Work to complete — Wherever the string "what" appears in the entries below, return the line that holds it.

[Saved data entries]

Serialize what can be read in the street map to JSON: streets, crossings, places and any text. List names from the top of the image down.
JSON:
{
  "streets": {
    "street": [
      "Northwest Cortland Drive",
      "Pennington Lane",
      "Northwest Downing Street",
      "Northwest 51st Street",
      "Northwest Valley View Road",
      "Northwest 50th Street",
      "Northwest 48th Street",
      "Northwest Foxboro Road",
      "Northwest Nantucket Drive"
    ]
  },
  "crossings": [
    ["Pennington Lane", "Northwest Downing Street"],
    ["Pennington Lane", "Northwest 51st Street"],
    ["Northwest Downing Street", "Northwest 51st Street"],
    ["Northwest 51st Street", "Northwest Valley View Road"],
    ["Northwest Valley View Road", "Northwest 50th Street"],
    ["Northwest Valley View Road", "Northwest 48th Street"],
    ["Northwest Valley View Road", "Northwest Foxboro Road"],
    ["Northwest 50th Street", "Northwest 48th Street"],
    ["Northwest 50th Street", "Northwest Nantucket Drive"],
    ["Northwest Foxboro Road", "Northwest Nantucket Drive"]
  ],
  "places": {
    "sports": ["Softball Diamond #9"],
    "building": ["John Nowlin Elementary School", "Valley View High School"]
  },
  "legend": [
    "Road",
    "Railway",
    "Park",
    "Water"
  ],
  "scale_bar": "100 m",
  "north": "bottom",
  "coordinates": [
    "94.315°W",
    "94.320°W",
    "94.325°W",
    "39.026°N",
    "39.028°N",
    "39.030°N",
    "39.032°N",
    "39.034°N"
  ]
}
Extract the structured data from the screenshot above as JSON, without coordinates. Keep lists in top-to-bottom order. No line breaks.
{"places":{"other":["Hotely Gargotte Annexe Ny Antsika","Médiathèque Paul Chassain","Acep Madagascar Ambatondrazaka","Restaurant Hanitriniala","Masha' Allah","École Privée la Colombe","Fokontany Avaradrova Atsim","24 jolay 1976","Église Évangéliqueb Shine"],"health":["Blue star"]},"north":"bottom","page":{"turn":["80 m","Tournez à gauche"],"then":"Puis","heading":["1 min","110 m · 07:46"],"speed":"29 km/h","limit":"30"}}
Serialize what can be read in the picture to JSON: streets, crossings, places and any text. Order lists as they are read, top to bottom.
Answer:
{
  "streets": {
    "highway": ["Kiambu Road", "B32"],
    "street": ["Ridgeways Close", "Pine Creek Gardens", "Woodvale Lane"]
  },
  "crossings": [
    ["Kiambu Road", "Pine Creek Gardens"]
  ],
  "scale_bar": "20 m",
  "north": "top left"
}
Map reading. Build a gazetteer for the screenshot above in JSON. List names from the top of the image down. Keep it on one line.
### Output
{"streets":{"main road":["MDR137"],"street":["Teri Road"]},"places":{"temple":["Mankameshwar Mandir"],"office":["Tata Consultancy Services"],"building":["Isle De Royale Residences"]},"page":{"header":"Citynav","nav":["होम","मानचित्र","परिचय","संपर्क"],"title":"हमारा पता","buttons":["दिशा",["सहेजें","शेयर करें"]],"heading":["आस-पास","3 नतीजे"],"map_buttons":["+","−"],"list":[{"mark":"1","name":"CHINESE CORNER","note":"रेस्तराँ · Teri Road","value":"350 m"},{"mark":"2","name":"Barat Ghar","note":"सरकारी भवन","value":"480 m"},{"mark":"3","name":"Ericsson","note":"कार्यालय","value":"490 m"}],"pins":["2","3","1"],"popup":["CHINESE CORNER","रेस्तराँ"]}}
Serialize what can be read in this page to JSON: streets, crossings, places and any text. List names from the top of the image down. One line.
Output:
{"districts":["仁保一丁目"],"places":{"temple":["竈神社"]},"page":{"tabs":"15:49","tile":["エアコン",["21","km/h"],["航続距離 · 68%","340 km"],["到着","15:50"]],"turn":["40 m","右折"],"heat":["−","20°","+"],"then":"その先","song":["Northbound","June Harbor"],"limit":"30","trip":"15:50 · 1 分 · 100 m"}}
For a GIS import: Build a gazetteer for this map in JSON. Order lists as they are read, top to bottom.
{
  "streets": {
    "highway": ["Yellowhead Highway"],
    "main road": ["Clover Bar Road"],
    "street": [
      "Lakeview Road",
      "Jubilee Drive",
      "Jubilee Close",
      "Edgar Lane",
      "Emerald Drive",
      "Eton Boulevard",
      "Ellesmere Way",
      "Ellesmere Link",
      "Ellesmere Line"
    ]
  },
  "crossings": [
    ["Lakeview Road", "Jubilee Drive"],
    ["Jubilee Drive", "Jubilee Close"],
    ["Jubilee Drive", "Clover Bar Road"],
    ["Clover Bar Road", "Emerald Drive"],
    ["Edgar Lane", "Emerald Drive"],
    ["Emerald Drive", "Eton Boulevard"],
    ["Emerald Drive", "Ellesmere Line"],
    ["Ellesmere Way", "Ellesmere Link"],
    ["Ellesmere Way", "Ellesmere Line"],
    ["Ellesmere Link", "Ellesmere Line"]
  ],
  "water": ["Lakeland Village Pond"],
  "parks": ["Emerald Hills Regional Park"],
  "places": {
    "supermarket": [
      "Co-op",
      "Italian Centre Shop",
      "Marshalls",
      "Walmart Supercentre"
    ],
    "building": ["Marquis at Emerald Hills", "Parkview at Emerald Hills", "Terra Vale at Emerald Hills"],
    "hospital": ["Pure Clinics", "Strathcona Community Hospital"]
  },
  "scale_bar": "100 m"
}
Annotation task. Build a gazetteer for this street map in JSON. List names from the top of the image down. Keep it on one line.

Answer for the task —
Serialize what can be read in the street map to JSON: streets, crossings, places and any text. List names from the top of the image down.
Serialize what can be read in the picture to JSON: streets, crossings, places and any text. Order lists as they are read, top to bottom.
Serialize what can be read in this page to JSON: streets, crossings, places and any text. List names from the top of the image down. One line.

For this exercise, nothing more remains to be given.